▸ Data shown
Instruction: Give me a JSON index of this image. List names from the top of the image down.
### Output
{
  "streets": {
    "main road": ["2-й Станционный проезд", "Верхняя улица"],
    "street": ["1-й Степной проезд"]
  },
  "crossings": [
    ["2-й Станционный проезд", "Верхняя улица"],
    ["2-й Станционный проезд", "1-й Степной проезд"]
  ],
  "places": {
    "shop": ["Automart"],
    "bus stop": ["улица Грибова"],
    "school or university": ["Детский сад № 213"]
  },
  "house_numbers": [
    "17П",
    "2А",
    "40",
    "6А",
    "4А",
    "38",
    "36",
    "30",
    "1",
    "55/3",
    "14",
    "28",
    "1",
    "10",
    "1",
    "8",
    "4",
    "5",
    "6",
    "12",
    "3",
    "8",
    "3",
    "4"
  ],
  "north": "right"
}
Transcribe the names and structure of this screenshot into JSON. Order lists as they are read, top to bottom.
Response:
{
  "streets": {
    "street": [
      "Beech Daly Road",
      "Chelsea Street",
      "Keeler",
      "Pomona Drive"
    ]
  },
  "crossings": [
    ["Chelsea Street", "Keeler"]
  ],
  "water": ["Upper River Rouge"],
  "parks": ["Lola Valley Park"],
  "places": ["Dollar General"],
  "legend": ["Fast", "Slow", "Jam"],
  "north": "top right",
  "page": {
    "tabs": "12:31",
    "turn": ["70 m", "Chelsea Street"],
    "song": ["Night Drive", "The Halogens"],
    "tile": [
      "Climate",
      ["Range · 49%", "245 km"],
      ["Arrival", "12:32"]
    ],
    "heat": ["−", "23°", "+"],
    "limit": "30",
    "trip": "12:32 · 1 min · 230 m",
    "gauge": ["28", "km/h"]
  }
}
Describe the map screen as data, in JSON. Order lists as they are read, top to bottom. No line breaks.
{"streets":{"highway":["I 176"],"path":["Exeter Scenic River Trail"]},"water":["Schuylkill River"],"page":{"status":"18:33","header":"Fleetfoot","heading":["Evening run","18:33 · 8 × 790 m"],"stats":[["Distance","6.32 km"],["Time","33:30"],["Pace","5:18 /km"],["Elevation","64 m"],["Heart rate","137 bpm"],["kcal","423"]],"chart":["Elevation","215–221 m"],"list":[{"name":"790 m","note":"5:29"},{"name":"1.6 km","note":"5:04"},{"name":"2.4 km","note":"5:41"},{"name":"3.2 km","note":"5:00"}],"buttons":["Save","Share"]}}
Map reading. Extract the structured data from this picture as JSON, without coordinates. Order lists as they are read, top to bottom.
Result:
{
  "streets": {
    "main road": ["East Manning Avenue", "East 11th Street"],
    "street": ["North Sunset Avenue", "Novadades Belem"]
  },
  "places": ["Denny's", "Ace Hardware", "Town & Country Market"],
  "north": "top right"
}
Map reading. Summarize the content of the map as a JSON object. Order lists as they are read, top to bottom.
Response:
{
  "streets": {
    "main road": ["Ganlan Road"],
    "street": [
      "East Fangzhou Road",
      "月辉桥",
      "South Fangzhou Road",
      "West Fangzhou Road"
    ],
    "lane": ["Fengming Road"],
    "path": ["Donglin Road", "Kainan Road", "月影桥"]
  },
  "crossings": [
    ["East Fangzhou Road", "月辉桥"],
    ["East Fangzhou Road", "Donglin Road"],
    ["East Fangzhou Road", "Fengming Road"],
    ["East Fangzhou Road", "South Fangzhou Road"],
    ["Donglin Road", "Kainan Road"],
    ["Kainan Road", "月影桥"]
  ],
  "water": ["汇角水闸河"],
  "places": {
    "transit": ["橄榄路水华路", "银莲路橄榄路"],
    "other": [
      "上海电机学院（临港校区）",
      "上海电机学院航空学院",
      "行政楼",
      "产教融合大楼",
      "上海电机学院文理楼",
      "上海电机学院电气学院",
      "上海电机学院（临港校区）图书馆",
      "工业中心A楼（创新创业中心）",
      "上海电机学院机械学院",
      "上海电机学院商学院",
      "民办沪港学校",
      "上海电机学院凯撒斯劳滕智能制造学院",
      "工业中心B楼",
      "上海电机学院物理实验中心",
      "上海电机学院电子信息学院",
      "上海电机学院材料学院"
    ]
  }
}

▸ Instructions for the task
Look for the word "names" throughout the material above and copy every line that has it.

▸ Task answer
Instruction: Give me a JSON index of this image. List names from the top of the image down.
Transcribe the names and structure of this screenshot into JSON. Order lists as they are read, top to bottom.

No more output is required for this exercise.